Navy Medicine in Araby (Episode 4)

This is instalment 4 of a 7 segment article comparing combat casualty care in the Navy of the 19th century with that of the 21st.

My original intent here was to compare and contrast Navy medical care between the 19th and the 21st centuries. However, it soon became clear to me that there really is no comparison, only contrast. So much has changed, at so many levels of endeavor, to have changed Navy medicine almost completely. First is the matter of physical diagnosis – the interpretation of symptoms (what the patient reports) and signs (what the physician observes) to diagnose illness. The system of physical diagnosis began with the 1760 discovery of percussion – the tapping of certain body parts, say the chest, to determine if fluid is where it doesn’t belong. Next came the stethoscope in 1816; this permitted physicians to listen for abnormal sounds in the lungs, the heart and vessels, and the abdomen, and to interpret them. The inventor, Laennec, was also the first to correlate his physical findings with autopsy examinations, thereby beginning a system of thought about disease processes and their diagnosis. The so-called German School of the mid-to-late 19th century added laboratory examinations to the diagnostic set. The ophthalmoscope (1850) permitted physicians to peer into the eye, called the window to the body because many illnesses cause changes that can be seen there. The thermometer was invented in 1871, and all understand the importance of that device. Conrad Roentgen discovered x-rays in 1895, and immediately appreciated their implications for medical diagnosis. Just three years later, American surgeons used the x-ray apparatus extensively for localizing bullets in wounded soldiers during the Spanish-American War.[1] Radiologic diagnosis took a major leap forward with the introduction of CT scanning in the mid-1970s; the technique creates essentially 3-d views of the inside of the body, permitting much more precise diagnosis in most cases.

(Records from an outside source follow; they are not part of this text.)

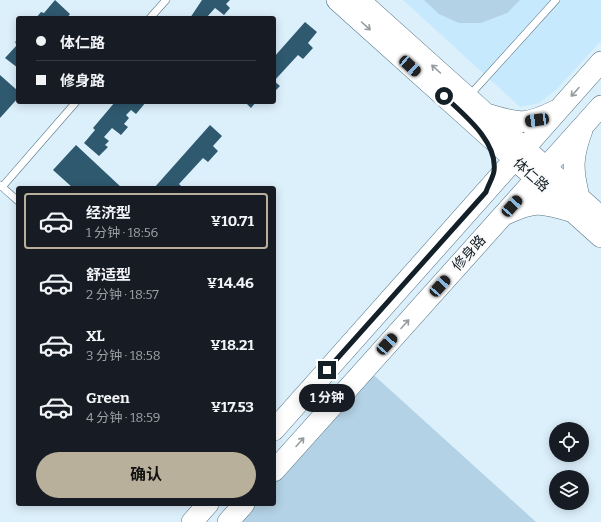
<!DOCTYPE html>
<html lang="zh">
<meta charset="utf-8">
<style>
:root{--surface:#171b24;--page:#20242c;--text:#f1f3f6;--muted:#9ea1a6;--line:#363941;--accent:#b9b09c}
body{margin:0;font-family:Bitter,"Noto Sans SC",serif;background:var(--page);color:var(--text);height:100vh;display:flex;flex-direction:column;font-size:15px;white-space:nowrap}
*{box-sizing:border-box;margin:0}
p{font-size:13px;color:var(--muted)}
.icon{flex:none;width:22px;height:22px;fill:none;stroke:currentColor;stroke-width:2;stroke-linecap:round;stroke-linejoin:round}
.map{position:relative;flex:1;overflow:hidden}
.drawer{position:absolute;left:16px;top:186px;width:260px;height:320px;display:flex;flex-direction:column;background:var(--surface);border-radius:4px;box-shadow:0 2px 10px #0003}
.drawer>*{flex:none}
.hud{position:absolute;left:16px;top:16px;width:260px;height:88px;border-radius:4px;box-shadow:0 2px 10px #0003;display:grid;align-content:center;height:88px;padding:0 20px;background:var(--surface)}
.buttons{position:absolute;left:549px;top:422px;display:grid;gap:8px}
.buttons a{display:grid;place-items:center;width:40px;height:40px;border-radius:50%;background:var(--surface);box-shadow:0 2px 10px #0003;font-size:20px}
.end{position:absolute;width:18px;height:18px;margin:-9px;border:5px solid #132027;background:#fff;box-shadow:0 0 0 2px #fff}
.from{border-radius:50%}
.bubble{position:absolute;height:28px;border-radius:14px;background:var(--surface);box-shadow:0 2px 10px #0003;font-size:13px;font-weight:700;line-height:28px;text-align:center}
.car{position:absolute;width:12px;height:24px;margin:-12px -6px;border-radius:5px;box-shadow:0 0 3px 1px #0007;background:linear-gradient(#222 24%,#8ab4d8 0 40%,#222 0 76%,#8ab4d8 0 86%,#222 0)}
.hud b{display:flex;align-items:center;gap:14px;height:38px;font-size:15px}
.hud b+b{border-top:1px solid var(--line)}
.hud i{width:10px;height:10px;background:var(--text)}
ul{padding:7px 0 0;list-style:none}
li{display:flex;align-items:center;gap:12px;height:56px;margin:0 8px 6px;padding:0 12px;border:2px solid transparent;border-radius:4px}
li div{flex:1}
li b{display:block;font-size:15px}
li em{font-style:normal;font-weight:700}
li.active{border-color:var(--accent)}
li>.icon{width:36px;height:36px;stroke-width:1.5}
.button{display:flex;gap:8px;margin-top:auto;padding:8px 20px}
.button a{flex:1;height:46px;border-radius:24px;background:var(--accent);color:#111;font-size:16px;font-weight:700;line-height:46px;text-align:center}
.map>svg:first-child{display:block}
</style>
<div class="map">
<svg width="601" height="522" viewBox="0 0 601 522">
<rect width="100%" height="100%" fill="#dcf0fc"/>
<path fill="#c7e9fd" d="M403 0H601V41L556 90 539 103 520 107Z"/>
<path fill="#b3d2e5" d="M424 0H520L507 13 481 23H459L439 14Z
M366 368 536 522H228L244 504H274V471Z"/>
<path fill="#2f596f" d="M55 0 70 14 67 18H36L41 12 44 13Z
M202 0H230L226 4 230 8 224 15 215 8 207 17 208 18H190Z
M305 22 317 32 308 43 313 48 303 59 298 55 274 81 280 86 274 92V57Z
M18 39V68L5 58 17 45 15 42Z
M0 75 18 91V98L0 118Z
M115 102H146L136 114 131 110 126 115 129 118 124 124 128 127 121 135 112 128 104 137 109 141 105 145 108 147 99 156 84 143 95 130 93 128Z
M245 102H256L251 108Z
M210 125 222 136 213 146 218 151 208 162 203 158 179 184 183 188H154Z
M76 145 122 188H73L53 170Z"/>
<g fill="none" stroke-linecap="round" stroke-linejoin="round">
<defs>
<path id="lane" d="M150 18 166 0
M469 96 556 0
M0 185 18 201
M2 187 76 102"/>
<path id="secondary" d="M337 0 601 237
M359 0 601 217
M490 115C519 124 527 125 555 111
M579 197C572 169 572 157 582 130
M506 214C534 201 540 202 570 211
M274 430 601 62
M274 471 601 106
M192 522 208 504
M228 522 244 504"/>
</defs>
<use href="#lane" stroke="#547384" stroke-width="8"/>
<use href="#secondary" stroke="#547384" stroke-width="22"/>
<use href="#lane" stroke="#fff" stroke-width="7"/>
<use href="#secondary" stroke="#fff" stroke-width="21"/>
</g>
<defs><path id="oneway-shaft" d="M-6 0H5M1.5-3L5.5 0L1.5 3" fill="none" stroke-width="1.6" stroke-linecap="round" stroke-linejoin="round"/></defs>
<g stroke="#959b9e">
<use href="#oneway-shaft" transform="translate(366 26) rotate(42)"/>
<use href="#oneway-shaft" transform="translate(436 69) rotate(-138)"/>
<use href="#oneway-shaft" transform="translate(575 92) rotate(132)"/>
<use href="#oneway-shaft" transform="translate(405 324) rotate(-48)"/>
<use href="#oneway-shaft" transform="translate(300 442) rotate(-48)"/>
</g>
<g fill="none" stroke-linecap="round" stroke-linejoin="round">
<path stroke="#132027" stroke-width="5" d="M327 370 486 192C488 185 493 178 494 171 498 141 463 114 444 96"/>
</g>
<g text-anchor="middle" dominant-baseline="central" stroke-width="4" stroke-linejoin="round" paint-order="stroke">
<g font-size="14" fill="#132027" stroke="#fafafa">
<text transform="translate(531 175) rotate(42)">体仁路</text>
<text transform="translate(469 253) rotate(-48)">修身路</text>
</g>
</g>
</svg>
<div class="buttons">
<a><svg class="icon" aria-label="locate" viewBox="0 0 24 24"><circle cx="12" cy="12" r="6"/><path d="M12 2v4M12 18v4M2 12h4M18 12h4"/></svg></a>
<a><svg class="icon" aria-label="layers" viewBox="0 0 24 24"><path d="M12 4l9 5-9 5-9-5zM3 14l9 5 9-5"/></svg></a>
</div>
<i class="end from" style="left:444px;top:96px"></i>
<i class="end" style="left:327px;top:370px"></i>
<div class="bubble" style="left:299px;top:384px;width:56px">1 分钟</div>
<i class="car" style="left:410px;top:66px;rotate:132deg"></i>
<i class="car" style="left:537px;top:120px;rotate:262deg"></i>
<i class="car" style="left:512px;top:206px;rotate:42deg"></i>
<i class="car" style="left:440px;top:286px;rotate:42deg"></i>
<i class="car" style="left:387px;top:344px;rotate:42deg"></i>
<div class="hud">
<b><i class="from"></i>体仁路</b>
<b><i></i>修身路</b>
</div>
<section class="drawer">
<ul>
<li class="active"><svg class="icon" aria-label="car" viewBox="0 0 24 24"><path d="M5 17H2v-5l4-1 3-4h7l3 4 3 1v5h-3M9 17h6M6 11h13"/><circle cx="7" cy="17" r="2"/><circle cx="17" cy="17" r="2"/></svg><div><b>经济型</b><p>1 分钟 · 18:56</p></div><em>¥10.71</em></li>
<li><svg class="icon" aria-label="car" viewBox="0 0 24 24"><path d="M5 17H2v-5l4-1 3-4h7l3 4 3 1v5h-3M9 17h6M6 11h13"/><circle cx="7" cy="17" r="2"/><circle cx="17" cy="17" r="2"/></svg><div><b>舒适型</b><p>2 分钟 · 18:57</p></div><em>¥14.46</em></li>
<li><svg class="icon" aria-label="car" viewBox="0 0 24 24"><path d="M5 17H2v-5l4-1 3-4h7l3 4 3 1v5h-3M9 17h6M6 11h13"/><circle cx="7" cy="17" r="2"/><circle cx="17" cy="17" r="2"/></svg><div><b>XL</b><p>3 分钟 · 18:58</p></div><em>¥18.21</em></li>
<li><svg class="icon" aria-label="car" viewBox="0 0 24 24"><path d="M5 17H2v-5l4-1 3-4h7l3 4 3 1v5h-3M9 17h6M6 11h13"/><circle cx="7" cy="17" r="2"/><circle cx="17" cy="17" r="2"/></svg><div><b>Green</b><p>4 分钟 · 18:59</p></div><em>¥17.53</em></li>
</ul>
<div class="button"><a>确认</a></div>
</section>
</div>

The role of bacteria in causing wound infections was elucidated by Pasteur and others from about 1861. This work prompted the German army to adopt antibacterial surgical techniques, the effectiveness of which to reduce wound infection rates was proven in the Franco-Prussian War. The bacterial theory of disease was advanced throughout the early 20th century, and the role of viruses in causing such diseases as smallpox, poliomyelitis and yellow fever was worked out the 1920s and 1930s. Public health and preventative medicine – for example the role of immunizations against epidemic diseases – played a huge role in reducing morbidity and mortality in military organizations thereby keeping more soldiers on the battlefield more of the time. Once again, the Germans led the way with mandatory vaccination: in the Franco-Prussian War, the immunized Germans suffered 4835 cases of smallpox with a mortality rate of 0.5%, compared with the unimmunized French POWs who experienced 14,178 cases with a mortality rate of nearly 14%.[2]

The notion of replacing blood lost as a result of wounding and injury gained credibility only after a system of blood typing was worked out by Karl Landsteiner in 1901. While transfusions from one man to another had been tried before (transfusions from animals had been tried, too) – all with disastrous results – it was only after transfusion of matching blood became possible that the procedure could be safely carried out. Transfusion was used during World War I, British surgeons commonly using the man-to-man technique in the early part of the war. The American Army physician Oswald Paterson came up with the idea of banking blood during the war. This played a major role in combat casualty care, but only after technical problems- such as keeping collected blood from clotting, preserving it, and of practical transfusion set-ups – were solved. Transfusion of banked blood became commonplace near the end of the war. The technical and practical approaches to the handling and banking of blood were refined in the inter-war period, so by the outbreak of WW II, mass collection, banking and transport of blood to theaters of war were instituted. Some elements of the German army had their members’ blood type tatooed on them; these men became part of a walking blood bank – men, who as in World War I, could be called upon to give blood on the spot, when needed. Our Navy still uses the walking blood bank concept today, as a supplement to the blood banking system, but without that particular type of tatoo. Finally, the advent of anesthesia permitting major surgical operations without pain came in the 1870s. This single advance permitted a vast refinement in surgical techniques that are applied to this day. Compare the image of the sole ship’s surgeon and his assistants, with no anesthesia, working in a dark cockpit with modern combat casualty care where two or more surgical teams are working on a patient while the anesthetist is responsible not just for administering the anesthesia, but also administering blood and blood products, fluids and a multitude of drugs to support a patient who has been gravely injured.

[1] Gabriel, Richard A. and Karen S. Metz, A History of Military Medicine, Vol II, New York, Greenwood Press, 1992, pp 221, 222.

[2] Gabriel and Metz, op. cit., pp 108, 109.